(Stored data)

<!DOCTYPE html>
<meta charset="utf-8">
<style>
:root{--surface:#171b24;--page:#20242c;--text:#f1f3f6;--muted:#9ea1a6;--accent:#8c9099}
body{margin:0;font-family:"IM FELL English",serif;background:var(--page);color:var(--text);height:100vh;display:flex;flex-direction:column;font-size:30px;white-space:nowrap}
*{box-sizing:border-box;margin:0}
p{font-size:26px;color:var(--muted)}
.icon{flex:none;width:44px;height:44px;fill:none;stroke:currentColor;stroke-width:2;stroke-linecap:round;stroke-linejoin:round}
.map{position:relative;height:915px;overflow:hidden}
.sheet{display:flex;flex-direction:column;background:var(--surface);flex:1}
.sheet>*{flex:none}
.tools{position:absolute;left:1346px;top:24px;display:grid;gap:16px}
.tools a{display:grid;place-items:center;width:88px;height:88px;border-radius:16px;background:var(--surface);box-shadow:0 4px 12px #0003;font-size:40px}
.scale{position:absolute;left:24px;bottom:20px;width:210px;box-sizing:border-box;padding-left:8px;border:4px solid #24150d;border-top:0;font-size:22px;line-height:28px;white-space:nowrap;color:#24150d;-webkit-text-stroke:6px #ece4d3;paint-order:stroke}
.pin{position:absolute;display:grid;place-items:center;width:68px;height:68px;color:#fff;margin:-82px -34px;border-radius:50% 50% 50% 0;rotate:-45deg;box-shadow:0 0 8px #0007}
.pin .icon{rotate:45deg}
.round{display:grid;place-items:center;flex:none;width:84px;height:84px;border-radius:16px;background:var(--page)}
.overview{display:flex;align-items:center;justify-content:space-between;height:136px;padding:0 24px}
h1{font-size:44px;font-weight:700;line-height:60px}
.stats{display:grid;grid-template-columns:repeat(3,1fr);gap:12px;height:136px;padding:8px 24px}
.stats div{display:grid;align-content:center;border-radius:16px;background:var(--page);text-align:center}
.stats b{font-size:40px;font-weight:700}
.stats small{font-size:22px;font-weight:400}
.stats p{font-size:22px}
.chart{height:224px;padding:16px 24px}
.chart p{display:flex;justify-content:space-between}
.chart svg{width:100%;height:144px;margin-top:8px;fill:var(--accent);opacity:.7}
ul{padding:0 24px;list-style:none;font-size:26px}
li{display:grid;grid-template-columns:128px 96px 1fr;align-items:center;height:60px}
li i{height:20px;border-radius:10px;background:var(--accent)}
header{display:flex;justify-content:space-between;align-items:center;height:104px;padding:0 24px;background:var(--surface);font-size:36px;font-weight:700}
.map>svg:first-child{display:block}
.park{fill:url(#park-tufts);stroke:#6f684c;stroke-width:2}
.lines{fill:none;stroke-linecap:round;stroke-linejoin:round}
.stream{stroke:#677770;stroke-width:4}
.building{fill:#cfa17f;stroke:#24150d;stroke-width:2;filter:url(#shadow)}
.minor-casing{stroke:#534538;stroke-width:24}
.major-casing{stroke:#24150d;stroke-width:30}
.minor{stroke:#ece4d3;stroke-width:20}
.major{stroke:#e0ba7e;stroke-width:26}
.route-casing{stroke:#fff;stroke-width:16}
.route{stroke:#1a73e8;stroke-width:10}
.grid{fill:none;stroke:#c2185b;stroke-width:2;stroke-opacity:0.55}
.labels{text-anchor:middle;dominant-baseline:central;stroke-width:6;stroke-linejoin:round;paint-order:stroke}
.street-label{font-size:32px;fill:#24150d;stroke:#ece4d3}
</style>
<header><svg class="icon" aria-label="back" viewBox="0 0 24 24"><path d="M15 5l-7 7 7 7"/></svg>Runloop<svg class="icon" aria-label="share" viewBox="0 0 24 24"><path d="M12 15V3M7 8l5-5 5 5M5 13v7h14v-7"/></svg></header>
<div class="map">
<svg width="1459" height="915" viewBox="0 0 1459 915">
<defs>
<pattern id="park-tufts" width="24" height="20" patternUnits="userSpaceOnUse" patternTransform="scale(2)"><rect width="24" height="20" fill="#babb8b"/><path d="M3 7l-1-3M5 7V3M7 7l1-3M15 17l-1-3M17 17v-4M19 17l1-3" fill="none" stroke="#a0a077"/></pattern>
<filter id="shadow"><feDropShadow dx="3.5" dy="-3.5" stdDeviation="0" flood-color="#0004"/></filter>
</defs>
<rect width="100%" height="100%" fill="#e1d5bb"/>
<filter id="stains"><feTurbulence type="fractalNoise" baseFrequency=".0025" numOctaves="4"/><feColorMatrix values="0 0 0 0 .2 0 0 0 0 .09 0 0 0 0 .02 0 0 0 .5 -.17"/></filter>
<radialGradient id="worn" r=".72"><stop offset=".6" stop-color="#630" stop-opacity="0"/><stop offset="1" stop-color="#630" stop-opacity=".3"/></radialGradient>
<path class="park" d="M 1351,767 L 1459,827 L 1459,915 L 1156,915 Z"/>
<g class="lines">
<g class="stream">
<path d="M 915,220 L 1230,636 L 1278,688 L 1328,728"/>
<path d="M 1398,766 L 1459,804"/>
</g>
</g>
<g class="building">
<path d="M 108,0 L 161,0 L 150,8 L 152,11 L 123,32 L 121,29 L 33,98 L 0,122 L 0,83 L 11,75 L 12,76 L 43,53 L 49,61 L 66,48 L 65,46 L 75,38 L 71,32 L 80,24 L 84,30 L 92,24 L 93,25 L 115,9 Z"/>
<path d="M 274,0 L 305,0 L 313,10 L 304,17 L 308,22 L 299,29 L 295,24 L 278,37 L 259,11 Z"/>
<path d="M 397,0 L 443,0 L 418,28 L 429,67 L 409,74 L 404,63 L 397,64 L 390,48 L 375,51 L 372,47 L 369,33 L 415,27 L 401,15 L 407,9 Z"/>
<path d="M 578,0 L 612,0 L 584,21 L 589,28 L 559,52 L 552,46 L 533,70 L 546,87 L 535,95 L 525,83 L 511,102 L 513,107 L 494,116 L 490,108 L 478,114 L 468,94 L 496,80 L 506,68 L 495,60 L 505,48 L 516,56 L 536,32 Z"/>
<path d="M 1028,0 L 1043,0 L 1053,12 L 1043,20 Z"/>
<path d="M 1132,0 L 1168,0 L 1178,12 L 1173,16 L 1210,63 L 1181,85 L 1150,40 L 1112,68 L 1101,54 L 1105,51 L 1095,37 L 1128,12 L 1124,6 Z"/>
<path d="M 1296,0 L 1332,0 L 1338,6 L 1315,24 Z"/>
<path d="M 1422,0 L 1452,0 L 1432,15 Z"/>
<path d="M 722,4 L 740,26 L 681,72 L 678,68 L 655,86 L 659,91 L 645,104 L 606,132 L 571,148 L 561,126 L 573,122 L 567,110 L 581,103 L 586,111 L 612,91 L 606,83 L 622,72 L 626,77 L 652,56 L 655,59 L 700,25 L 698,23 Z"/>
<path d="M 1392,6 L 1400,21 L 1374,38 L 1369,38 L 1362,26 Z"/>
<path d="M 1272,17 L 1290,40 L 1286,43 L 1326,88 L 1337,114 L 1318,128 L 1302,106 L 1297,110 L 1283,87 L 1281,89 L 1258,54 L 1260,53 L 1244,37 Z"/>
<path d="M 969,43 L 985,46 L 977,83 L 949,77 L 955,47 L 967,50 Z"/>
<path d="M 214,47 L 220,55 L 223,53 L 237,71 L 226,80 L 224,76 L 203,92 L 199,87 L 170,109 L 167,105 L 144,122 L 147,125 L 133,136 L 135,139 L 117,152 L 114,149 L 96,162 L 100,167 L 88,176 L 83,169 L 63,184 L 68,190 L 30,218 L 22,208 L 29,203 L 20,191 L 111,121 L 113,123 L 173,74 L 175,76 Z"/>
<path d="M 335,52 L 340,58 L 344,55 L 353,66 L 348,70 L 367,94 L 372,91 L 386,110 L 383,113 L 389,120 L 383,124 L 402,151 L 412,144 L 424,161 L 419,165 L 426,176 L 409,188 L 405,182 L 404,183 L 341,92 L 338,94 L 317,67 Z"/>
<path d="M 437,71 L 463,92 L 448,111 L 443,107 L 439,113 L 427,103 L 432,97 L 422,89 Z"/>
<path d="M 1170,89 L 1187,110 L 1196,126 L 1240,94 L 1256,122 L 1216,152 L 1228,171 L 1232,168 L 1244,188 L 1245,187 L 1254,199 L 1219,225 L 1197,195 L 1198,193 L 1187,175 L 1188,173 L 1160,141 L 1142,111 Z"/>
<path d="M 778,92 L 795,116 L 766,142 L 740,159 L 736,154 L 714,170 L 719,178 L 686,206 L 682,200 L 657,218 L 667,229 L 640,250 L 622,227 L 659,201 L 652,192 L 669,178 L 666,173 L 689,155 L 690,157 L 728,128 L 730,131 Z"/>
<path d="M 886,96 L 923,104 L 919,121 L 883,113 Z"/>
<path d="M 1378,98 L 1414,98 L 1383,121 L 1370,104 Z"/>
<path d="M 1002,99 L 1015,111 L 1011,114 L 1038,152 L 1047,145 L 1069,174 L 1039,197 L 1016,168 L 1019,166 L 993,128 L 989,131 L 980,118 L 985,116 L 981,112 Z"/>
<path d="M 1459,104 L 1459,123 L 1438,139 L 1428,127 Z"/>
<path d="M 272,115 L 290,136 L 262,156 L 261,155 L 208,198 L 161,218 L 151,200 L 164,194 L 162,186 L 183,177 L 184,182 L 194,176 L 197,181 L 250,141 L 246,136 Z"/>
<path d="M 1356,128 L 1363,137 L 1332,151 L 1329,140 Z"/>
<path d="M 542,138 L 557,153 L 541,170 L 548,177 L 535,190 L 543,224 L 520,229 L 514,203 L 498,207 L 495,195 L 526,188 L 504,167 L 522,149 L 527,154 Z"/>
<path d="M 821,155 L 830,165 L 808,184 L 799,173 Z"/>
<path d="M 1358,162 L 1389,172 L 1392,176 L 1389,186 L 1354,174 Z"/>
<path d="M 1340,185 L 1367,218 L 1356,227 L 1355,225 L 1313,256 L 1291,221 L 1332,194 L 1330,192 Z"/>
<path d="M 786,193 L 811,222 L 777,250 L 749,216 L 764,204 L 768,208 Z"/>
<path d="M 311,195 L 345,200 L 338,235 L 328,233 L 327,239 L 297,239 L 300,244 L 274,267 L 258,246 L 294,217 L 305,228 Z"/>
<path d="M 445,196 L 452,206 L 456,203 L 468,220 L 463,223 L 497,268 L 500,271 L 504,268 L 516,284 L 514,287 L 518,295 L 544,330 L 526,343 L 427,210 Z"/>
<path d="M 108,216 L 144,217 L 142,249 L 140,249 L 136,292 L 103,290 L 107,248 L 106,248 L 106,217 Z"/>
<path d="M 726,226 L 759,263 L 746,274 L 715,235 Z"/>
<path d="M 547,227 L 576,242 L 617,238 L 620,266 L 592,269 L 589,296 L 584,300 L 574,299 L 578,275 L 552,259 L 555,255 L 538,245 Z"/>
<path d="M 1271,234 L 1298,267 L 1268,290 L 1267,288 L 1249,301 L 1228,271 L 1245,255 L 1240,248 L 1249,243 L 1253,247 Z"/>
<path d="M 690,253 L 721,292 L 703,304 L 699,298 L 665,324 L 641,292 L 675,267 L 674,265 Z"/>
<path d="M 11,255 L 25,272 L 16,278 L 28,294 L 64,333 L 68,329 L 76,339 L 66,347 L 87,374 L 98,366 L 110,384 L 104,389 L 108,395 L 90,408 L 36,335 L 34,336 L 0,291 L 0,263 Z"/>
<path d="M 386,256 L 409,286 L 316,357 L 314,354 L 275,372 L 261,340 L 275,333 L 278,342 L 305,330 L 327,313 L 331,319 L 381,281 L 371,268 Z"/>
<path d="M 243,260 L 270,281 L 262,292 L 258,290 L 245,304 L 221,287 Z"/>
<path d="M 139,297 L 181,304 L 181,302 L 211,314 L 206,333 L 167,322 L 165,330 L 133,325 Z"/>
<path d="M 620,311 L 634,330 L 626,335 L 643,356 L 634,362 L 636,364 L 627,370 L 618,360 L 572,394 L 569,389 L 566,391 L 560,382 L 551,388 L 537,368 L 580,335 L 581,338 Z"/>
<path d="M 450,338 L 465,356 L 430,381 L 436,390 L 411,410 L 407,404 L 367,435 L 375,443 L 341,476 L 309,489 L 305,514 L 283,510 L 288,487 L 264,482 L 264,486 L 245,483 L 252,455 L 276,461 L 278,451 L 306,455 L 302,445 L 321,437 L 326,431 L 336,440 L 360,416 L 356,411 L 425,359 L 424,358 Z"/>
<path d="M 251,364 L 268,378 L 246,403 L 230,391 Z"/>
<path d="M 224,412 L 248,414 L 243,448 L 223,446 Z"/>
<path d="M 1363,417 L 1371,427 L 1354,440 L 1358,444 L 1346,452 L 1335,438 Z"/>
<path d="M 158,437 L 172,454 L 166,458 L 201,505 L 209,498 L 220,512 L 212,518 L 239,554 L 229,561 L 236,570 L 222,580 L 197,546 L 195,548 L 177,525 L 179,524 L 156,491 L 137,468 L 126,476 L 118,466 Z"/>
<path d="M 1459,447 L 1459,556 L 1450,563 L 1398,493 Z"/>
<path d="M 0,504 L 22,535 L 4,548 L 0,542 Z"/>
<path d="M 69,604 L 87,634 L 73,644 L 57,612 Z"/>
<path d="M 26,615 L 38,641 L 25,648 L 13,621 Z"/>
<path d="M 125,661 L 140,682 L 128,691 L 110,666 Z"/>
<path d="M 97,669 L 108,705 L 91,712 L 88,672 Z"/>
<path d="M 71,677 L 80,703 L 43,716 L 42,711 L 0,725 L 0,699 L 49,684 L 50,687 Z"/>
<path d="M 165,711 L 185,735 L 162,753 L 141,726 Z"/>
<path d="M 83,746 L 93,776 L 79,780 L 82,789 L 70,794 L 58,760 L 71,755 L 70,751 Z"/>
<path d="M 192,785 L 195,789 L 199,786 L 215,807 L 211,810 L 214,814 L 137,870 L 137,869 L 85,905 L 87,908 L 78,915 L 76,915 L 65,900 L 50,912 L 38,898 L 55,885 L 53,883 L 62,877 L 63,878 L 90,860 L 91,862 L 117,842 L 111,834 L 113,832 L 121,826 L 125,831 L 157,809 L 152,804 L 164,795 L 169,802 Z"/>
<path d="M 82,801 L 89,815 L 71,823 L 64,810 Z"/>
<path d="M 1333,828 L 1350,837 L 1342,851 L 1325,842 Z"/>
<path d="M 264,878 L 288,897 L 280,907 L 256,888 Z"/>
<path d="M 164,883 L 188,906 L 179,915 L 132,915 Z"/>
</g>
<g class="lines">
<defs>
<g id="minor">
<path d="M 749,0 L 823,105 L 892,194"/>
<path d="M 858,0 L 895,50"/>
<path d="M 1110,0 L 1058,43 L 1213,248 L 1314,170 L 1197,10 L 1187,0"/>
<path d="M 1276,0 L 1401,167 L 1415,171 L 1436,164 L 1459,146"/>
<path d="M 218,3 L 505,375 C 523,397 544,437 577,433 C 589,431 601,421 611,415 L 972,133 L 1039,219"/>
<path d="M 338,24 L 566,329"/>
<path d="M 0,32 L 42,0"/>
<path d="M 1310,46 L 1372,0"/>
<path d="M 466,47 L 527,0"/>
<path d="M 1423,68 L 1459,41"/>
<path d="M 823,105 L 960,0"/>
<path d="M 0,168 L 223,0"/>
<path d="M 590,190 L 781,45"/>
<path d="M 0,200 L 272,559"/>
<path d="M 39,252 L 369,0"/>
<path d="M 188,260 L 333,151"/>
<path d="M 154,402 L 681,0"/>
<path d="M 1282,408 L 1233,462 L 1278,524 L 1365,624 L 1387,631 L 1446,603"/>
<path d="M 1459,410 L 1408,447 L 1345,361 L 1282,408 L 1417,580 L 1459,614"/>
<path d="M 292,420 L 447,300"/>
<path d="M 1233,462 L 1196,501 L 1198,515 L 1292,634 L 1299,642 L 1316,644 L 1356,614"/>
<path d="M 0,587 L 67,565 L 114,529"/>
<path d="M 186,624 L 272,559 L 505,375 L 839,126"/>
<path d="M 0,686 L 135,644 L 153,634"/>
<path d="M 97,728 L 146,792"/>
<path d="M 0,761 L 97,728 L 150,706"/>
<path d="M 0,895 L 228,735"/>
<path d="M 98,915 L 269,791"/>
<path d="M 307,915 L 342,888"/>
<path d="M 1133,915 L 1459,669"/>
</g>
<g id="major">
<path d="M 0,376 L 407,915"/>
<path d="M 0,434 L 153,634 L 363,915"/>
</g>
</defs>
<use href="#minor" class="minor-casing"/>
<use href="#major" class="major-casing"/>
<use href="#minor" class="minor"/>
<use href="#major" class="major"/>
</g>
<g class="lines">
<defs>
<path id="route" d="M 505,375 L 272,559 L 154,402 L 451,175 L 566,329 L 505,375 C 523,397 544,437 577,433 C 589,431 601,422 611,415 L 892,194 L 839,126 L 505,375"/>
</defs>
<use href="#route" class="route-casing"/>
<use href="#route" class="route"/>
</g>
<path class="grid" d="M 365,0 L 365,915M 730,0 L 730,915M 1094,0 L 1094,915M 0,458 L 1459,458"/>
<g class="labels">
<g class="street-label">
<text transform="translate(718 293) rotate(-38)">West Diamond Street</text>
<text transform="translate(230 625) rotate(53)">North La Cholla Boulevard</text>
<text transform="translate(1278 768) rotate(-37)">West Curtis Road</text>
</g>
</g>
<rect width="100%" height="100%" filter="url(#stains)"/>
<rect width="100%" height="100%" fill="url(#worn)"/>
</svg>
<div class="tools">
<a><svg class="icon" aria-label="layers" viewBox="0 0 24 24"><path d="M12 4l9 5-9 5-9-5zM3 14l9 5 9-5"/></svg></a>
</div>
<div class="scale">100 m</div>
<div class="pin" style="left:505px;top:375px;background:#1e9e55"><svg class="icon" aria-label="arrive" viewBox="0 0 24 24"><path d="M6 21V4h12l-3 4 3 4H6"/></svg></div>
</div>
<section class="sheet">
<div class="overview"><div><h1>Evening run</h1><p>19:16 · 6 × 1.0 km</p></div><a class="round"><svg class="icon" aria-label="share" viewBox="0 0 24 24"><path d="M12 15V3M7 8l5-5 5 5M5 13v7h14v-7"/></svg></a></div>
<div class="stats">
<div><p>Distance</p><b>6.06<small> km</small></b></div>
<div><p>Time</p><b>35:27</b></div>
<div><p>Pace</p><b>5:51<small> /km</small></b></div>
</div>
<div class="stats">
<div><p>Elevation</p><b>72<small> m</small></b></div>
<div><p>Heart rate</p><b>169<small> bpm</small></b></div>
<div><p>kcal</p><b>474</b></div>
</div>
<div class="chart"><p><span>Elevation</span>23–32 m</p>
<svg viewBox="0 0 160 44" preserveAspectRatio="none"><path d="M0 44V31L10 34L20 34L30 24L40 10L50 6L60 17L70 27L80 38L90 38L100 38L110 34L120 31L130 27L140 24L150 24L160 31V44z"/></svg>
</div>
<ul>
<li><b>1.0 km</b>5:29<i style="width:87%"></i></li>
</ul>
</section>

**Exercise objective:** Read the records above. Show each line that has the string "sizing".

**Expected output:**
*{box-sizing:border-box;margin:0}
.scale{position:absolute;left:24px;bottom:20px;width:210px;box-sizing:border-box;padding-left:8px;border:4px solid #24150d;border-top:0;font-size:22px;line-height:28px;white-space:nowrap;color:#24150d;-webkit-text-stroke:6px #ece4d3;paint-order:stroke}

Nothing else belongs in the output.